Пушкин прилетел ночью в Тверь. Перед поездкой он несколько ночей подряд бешено кутил и, чувствуя себя совершенно разбитым от тряски по бревенчатой дороге, решил переночевать во всем известной гостинице итальянца Гальони. Хотя час был уже поздний, но гостиница была еще ярко освещена. Вдали над городом стояло зарево небольшого пожара. По дворам вокруг лаяли собаки, а по темным улицам лениво позванивали колокольчики идущих на отдых троек… Пушкин занял номер, помылся и спустился в ресторацию закусить. Там зевали в кулак уже сонные лакеи: посетителями были заняты всего два стола. За одним столом сидел какой-то, видимо, крупный барин с бритым, брезгливым лицом и его жена, молоденькая и чрезвычайно хорошенькая. Лакеи с особенной почтительностью окружали этот стол, и сам Гальони, черный, жирный, с масляной улыбкой, склонившись, давал брезгливому господину какие-то объяснения. Пушкин нарочно сел так, чтобы видеть красавицу и не быть видимым ее мужем.
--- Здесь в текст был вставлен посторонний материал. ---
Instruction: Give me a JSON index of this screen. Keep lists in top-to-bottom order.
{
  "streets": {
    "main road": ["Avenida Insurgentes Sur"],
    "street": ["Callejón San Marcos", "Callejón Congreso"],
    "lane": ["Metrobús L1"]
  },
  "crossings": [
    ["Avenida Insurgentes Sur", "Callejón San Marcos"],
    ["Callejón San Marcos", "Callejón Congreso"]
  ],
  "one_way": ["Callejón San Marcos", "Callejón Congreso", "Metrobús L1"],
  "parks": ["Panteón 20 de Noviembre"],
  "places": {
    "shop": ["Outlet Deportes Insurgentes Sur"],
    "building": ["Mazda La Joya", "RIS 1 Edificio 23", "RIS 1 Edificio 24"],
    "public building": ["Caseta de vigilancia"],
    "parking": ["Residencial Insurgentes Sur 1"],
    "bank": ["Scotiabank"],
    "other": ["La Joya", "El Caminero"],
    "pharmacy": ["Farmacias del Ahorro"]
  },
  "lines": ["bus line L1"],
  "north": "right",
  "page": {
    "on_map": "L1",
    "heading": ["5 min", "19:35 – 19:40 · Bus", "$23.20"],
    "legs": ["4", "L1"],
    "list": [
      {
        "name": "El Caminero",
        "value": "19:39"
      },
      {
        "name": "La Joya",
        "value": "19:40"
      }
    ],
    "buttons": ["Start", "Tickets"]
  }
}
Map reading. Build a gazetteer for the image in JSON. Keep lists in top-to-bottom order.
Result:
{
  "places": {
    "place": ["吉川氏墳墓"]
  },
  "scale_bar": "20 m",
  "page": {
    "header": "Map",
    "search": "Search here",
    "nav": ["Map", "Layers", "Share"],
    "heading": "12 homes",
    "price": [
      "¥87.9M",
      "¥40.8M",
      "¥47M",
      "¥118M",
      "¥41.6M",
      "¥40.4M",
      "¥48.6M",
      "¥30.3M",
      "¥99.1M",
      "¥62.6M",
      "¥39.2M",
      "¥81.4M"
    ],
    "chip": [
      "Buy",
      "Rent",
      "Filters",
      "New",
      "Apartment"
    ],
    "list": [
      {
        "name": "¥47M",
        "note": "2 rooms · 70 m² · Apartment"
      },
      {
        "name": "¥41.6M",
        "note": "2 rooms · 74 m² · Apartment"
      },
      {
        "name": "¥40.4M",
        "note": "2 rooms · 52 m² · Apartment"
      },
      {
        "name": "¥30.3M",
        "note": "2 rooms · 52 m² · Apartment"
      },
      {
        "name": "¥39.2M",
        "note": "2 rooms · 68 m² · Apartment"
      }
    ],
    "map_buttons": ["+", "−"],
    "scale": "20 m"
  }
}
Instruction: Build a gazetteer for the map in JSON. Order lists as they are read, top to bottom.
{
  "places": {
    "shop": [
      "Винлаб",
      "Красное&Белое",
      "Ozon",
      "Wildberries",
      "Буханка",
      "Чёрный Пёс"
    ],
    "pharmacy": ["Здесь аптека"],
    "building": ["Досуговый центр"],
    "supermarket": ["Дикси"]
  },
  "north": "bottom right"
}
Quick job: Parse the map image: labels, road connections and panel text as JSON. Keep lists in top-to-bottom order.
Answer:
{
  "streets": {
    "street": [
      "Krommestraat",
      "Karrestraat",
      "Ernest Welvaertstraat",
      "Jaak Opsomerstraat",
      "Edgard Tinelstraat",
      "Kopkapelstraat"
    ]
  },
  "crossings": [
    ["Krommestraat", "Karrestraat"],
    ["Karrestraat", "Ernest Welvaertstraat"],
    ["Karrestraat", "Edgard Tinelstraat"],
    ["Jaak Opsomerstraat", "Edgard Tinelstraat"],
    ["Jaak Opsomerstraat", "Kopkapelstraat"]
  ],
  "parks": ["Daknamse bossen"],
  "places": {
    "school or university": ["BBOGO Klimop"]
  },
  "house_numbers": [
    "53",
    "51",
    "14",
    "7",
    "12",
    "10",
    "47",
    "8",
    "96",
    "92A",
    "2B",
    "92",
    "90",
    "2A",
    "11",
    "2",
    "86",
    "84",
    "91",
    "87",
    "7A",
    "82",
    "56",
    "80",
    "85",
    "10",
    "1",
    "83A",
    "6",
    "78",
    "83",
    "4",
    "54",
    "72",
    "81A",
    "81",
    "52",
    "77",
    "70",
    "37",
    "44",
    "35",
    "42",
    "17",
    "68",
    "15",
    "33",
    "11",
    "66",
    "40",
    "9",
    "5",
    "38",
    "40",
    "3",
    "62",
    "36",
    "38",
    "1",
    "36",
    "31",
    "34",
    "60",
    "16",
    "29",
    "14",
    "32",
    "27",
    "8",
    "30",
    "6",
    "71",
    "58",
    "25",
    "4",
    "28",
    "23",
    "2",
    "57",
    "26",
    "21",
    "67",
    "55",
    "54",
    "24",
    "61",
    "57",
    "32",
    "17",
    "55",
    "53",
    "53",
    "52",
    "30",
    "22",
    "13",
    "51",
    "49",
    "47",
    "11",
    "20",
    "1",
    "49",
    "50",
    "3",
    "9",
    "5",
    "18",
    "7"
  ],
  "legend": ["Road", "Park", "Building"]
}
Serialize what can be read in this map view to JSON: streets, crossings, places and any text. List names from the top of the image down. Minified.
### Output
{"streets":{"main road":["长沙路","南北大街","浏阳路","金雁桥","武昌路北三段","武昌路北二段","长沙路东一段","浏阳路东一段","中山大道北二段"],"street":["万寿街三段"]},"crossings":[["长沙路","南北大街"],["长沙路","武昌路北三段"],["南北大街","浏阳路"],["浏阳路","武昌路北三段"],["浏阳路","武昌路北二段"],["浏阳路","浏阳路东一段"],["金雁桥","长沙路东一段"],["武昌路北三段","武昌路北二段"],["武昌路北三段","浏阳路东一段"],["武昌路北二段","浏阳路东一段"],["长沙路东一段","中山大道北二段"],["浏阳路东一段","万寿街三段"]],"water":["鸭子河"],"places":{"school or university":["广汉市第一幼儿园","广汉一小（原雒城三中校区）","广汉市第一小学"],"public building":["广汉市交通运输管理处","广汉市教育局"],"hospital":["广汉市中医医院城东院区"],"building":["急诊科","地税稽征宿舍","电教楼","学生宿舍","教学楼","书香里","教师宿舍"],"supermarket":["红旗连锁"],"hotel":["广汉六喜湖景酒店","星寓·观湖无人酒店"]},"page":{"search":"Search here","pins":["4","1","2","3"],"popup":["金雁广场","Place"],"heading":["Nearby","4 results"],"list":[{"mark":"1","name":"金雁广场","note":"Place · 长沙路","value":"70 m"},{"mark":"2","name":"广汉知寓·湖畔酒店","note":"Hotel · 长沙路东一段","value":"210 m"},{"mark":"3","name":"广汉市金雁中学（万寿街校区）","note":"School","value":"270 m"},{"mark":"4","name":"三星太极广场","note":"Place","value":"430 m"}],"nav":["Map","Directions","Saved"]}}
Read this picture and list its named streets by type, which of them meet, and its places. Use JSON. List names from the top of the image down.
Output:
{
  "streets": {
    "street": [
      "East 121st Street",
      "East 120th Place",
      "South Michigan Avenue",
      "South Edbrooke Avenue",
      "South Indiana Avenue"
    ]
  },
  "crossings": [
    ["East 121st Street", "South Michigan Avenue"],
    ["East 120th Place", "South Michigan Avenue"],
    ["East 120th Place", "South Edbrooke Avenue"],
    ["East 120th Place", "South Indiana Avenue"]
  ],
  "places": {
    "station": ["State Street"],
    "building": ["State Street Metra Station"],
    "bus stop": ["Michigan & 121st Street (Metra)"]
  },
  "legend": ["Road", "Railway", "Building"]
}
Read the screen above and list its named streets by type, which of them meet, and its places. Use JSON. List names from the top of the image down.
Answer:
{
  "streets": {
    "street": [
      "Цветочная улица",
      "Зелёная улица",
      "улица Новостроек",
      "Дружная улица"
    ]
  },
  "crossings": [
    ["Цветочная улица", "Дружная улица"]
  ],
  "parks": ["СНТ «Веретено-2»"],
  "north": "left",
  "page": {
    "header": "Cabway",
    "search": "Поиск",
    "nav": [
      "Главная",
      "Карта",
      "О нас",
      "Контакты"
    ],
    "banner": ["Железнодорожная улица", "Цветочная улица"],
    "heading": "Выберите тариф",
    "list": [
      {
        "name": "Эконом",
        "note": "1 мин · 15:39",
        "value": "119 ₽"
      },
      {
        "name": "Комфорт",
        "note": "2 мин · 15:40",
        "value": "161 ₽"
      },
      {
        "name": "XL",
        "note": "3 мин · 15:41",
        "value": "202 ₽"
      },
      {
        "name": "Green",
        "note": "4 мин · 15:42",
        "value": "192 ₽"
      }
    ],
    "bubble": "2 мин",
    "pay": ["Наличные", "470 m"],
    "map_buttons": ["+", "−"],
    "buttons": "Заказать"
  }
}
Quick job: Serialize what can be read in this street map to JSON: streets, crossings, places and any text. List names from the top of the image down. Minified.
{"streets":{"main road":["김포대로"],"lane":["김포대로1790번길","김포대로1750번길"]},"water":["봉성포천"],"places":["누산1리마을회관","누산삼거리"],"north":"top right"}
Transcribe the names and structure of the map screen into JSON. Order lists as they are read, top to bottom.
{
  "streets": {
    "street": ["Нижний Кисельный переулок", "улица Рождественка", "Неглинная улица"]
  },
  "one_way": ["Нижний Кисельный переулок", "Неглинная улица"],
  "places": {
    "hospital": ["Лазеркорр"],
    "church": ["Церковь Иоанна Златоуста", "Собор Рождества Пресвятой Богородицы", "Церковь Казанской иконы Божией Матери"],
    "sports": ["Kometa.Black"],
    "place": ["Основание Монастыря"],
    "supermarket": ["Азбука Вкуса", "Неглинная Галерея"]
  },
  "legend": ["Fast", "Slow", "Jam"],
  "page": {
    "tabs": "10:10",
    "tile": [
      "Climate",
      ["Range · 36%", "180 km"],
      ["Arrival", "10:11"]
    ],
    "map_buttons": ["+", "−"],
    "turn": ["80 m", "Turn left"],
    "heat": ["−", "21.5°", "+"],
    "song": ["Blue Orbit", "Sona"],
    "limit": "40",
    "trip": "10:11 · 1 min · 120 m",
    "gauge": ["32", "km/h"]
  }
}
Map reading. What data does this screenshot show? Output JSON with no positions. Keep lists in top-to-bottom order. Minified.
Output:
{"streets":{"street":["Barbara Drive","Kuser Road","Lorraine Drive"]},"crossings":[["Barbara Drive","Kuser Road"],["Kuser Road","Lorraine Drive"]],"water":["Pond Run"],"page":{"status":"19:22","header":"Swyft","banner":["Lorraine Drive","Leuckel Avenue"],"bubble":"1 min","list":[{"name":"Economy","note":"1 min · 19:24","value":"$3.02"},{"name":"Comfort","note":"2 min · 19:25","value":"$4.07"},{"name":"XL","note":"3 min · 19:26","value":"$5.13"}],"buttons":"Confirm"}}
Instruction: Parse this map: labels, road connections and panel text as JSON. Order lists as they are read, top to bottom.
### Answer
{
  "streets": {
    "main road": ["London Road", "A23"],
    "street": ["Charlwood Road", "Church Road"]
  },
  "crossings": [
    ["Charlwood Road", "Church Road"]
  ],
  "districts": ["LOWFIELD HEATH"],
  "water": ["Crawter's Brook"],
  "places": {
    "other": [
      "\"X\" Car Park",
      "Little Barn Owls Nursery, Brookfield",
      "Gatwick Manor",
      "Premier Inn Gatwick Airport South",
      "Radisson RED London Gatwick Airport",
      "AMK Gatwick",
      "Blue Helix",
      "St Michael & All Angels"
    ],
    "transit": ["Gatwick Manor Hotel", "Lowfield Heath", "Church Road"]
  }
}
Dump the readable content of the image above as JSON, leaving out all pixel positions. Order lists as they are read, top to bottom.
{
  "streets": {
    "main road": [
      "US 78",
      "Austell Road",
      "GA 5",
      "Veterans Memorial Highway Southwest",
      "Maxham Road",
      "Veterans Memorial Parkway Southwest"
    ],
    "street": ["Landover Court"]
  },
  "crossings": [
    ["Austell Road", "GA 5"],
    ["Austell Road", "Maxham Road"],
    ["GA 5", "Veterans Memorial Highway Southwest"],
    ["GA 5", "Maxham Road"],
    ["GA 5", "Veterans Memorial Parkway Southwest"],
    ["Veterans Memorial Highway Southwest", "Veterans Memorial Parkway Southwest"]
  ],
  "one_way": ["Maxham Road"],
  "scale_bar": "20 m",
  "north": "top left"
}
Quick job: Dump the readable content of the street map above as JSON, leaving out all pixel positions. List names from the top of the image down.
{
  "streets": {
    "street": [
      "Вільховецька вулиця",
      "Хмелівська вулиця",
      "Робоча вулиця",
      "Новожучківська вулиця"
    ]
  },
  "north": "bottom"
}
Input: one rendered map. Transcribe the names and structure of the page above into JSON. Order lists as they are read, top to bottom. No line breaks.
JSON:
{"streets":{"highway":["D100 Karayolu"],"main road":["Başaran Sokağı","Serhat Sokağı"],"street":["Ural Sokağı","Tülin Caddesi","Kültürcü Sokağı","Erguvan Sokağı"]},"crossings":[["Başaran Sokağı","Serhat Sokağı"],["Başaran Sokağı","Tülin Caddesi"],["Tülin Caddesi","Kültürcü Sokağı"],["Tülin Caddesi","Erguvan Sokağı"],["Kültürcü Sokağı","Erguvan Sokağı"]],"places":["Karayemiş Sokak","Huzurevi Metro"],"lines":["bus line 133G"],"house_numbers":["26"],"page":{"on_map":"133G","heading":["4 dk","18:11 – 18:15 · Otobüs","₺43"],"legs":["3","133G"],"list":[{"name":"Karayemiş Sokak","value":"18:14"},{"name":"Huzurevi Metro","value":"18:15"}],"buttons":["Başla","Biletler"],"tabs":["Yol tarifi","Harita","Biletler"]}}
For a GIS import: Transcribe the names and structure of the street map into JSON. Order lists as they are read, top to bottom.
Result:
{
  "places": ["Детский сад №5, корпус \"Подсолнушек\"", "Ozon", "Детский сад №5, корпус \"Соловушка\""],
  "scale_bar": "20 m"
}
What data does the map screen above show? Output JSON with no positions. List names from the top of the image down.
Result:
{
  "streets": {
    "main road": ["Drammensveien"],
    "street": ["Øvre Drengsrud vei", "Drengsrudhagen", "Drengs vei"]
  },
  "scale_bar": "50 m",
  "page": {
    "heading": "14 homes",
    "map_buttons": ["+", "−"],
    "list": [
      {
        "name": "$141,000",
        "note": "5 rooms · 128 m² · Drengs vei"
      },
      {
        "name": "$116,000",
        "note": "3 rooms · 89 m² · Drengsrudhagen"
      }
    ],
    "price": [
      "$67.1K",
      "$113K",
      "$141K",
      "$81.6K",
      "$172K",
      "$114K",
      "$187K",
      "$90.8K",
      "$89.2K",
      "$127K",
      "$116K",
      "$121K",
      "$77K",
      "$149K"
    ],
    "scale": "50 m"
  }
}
Она сразу заметила его дерзко-восхищенные взгляды и с сдержанной улыбкой потупила глаза. И сразу началась осторожная игра… За другим столом сидел какой-то старик с тихим, кротким лицом. Пушкин не обратил на него никакого внимания, но он, сразу узнав знаменитого поэта, не сводил с него глаз. Скоро важный путешественник, отложив салфетку в сторону, сказал что-то жене и поднялся. Все вокруг подобострастно засуетилось. Еще несколько минут, и под окнами загрохотали колеса сперва их шикарной венской коляски, а потом и другой, в которой ехал камердинер и горничная… Пушкин, стоя у окна, простился глазами со смеющейся красавицей и снова сел за окровавленный бифштекс.
– А скажите: кто этот брюзга? – спросил Пушкин проходившего мимо Гальони.